May 4, 2006

Waterfront Condo Prices ‘Skydive’ In Boston

The Boston Herald takes us back to Massachusetts. “Boston’s waterfront, the epicenter of a high-rise condo building boom, is starting to see a trend that might make even the most bullish real estate investor flinch, skydiving prices.”

“The average price of a harborside condo perch plunged nearly 40 percent during the first quarter compared to the same period last year, falling to an average of $564,944, according to the Listing Information Network.”

“That’s down from $902,644 in the first three months of 2005, widely considered to be the high-water-mark of the recent, record run-up in real estate prices. The price declines came even as the number of waterfront condos sold more than doubled.”

“The disturbing data emerges against a backdrop of frenzied construction activity, with developers racing to open a pair of glitzy new waterfront towers, one near Rowes Wharf and the other on the North End’s harborfront. ‘The overall market is still very slow,’ said (broker) Brian Rugg.”

“Would-be home sellers clinging to dreams of a real estate jackpot amid a down market now face a surprising new foe, their friendly local real estate agent.”

“With a growing backlog of unsold homes and condos across the Boston area, some brokers are declining to take on new listings that involve sellers with outsized dreams of real estate riches. In a down market, brokerage shops have to be more selective. For every home or condo that doesn’t sell, brokers still have to shell out money to list and advertise, note real estate executives like John Ford, who runs a small Beacon Hill shop.”

“It is a tactic that one well-known local real estate researcher, Wellesley College’s Chip Case, believes harkens back to the last big real estate downturn that began in 1989. ‘They need deals, bad,’ Case noted. ‘We certainly haven’t seen it since the mid 1990s.’”

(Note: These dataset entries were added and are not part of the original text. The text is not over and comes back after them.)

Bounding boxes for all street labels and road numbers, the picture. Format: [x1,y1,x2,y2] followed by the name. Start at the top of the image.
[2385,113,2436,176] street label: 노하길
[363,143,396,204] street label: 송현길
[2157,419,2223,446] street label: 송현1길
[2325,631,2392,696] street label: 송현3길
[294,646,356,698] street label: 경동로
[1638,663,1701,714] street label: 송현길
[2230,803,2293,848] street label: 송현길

“The brokerage shops turning to this tactic range from one of nation’s biggest residential real estate firms to small and mid-sized local shops. Traditionally, brokers aggressively went after every listing, outrageous or not. With the business in hand, the broker felt he or she could later talk down the seller, executives said. No more.”

“While Rugg told brokers they are to go all out in the pursuit of homes and condos to sell, they were also told not to come back with grossly overpriced listings.”

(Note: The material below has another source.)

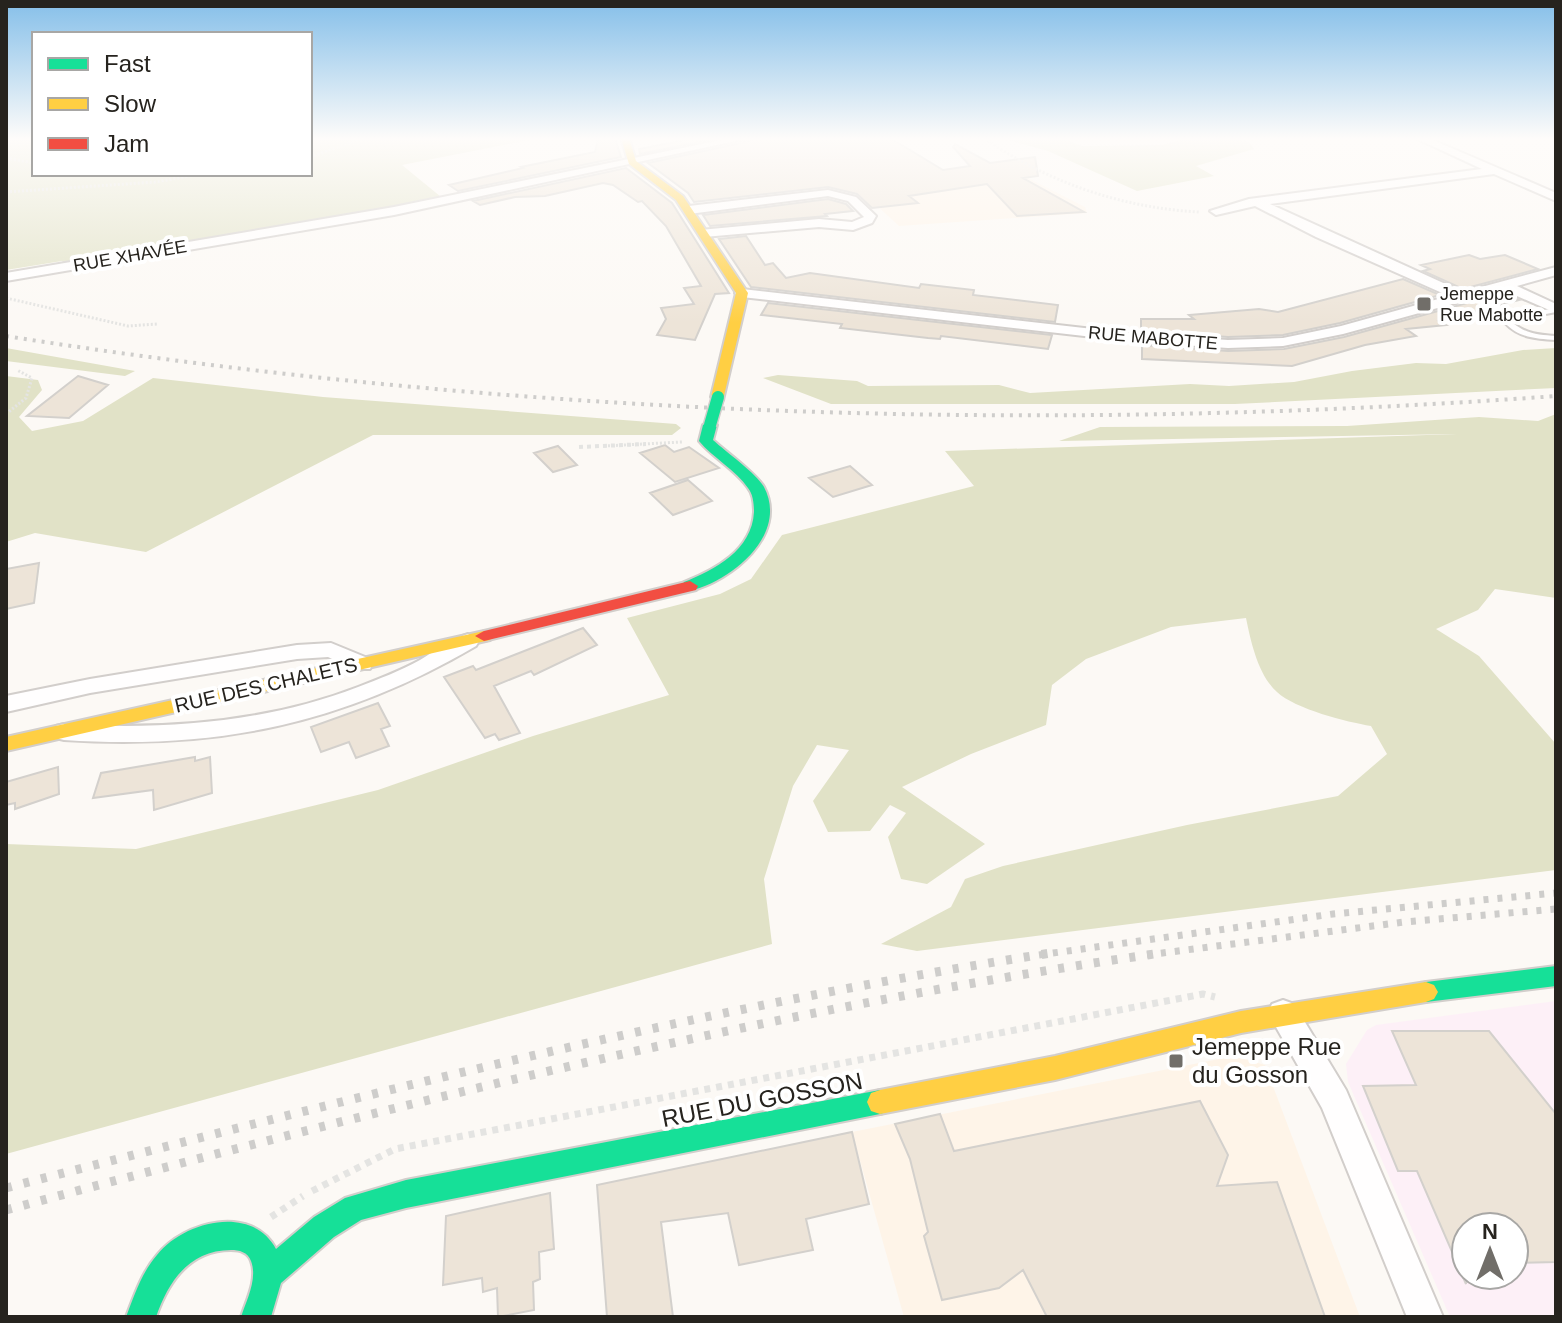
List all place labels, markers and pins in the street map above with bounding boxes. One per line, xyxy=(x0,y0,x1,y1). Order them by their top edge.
place label: Jemeppe Rue Mabotte xyxy=(1440,284,1543,325)
marker: Jemeppe Rue Mabotte xyxy=(1415,295,1433,313)
place label: Jemeppe Rue du Gosson xyxy=(1192,1033,1341,1088)
marker: Jemeppe Rue du Gosson xyxy=(1167,1052,1185,1070)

“Ford, whose Beacon Hill firm specializes in high-end properties, recently found himself turning away prospective sellers for the first time. ‘I am getting killed on advertising costs,’ Ford said.”




Housing Bubble ‘A Question Of Facts And Evidence’

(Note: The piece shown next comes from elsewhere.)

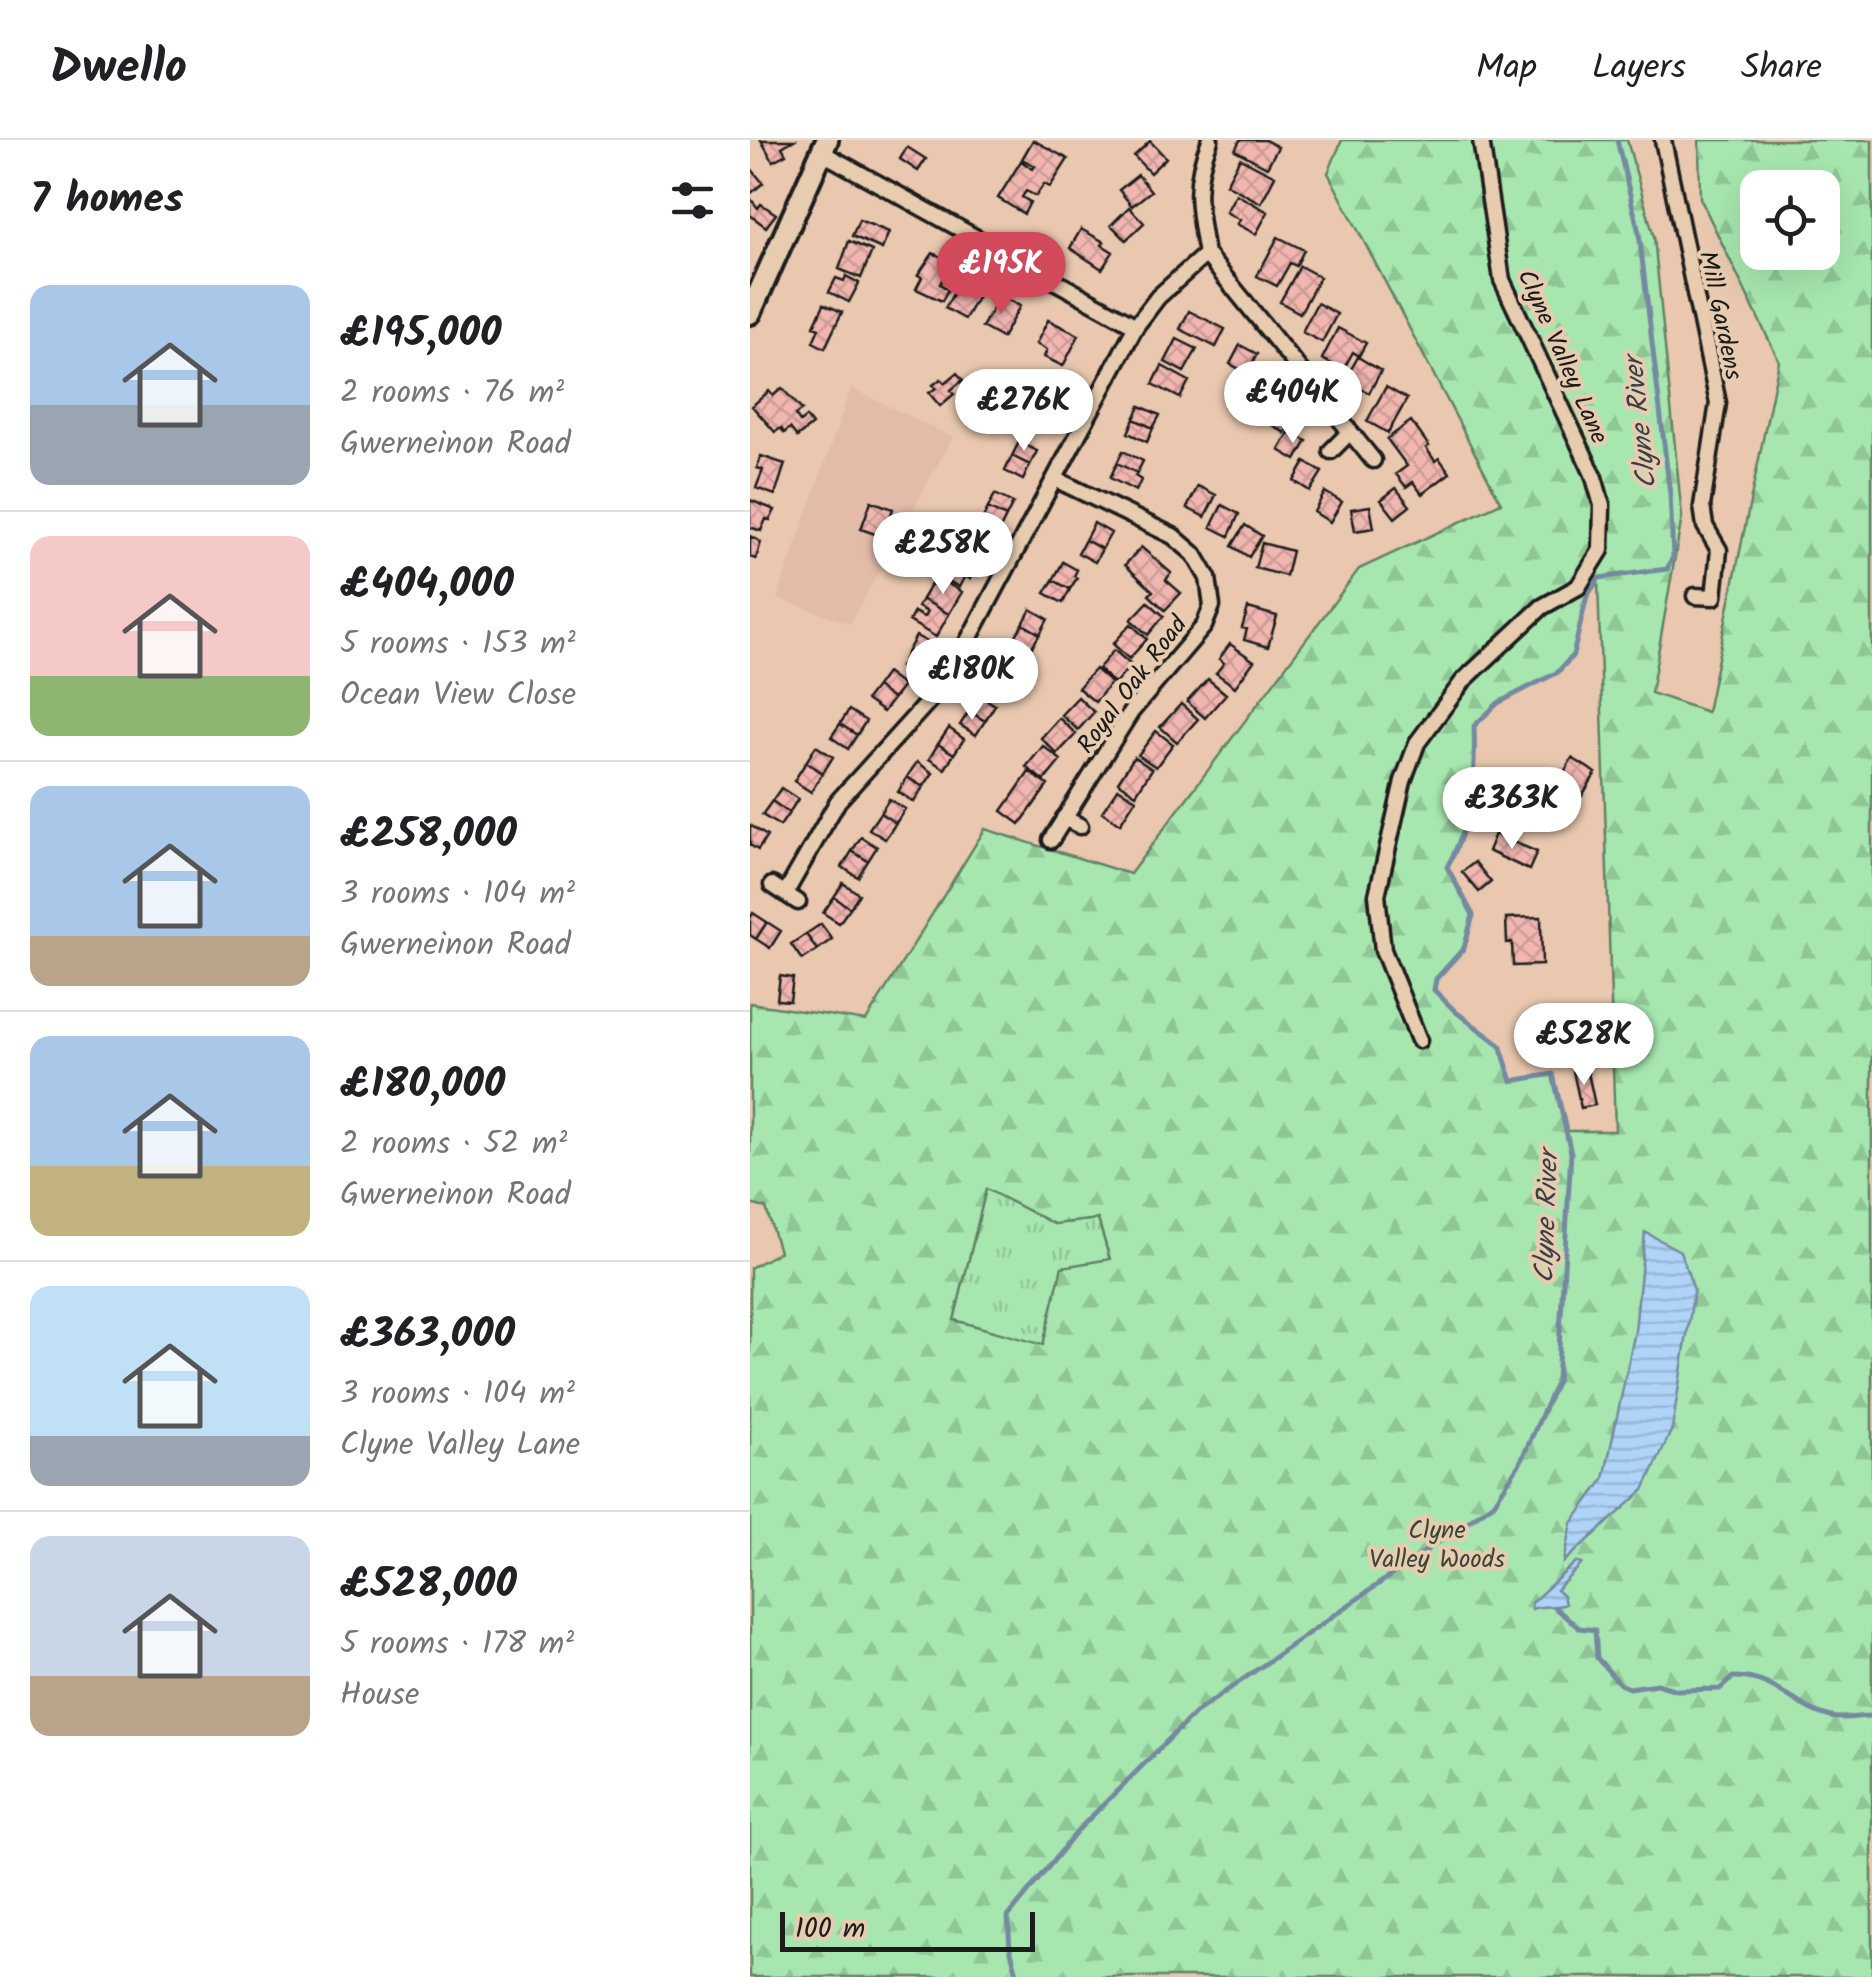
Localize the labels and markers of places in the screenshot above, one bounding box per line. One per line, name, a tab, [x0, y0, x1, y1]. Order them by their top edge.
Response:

The Union Tribune in San Diego has this on predicting the housing bubble. “Although the Anderson Forecast has long been dour about the housing market, the most recent data suggest that the recent home-price boom is coming to an end. The Anderson Forecast has been predicting a slowdown in home prices since mid-2003. To many of its critics, such warnings sound a bit like the boy who cried wolf.”

“‘We’ve gotten lots of hate mail,’ Thornberg said. ‘The letters go something like this: ‘Dear Mr. Thornberg, I listened to your prediction and sold my house a month ago, and now home prices are up 35 percent. My wife hates me. You’ve ruined my life.’”

“Thornberg added that in an irrational market, as real estate has been for the past few years, it’s hard to make an accurate prediction of when a slowdown will occur. ‘It’s like trying to predict what a crazy man will say next,’ he said. ‘If you could do that, it would probably mean the man wasn’t crazy.’”

And Rich Toscano takes on the issue. “A recent article on the endless housing bubble debate quoted California Association of Realtors economist Robert Kleinhenz’s criticism of the UCLA Anderson Forecast: ‘in 2002, 2003, 2004 and 2005, they said ‘housing bubble, housing bubble, housing bubble, housing bubble.’ So they got it wrong four years in a row.’”

“Kleinhenz’s reference to past Anderson Forecast analyses reminds me very much of a typical reaction I have observed when talk turns to San Diego real estate. ‘They’ve been talking about a housing bubble for years,’ says the listener with a dismissive wave of the hand. And thus, like magic, are fears of a home price decline put to rest.”

“This attitude makes little sense. For one thing, it’s not exactly clear how what ‘they’ said in the past is pertinent to what’s actually going on now. This is, or at least should be, a question of facts and evidence, not of who said what and when they said it.”

“But more importantly, people who employ this reasoning are misunderstanding what one actually means when one claims that there is a bubble in the housing market.”

“To say that there is a speculative bubble in a given asset class is to say that prices of that asset have been driven to unreasonable heights based on exaggerated expectations of further price gains. It is also to say that when those lofty expectations finally fade, prices will revert to more reasonable levels. But what happens between now and then is anyone’s guess.”

“If further price increases take place after a bubble is identified, it doesn’t mean that there wasn’t a bubble in the first place. It simply means that, as overpriced as the asset may have been in the past, it’s even more overpriced now.”

“Those who have asserted the existence of a San Diego housing bubble in the past few years may end up being wrong. But they may also end up being right. There’s simply no way to be sure until this whole thing plays out.”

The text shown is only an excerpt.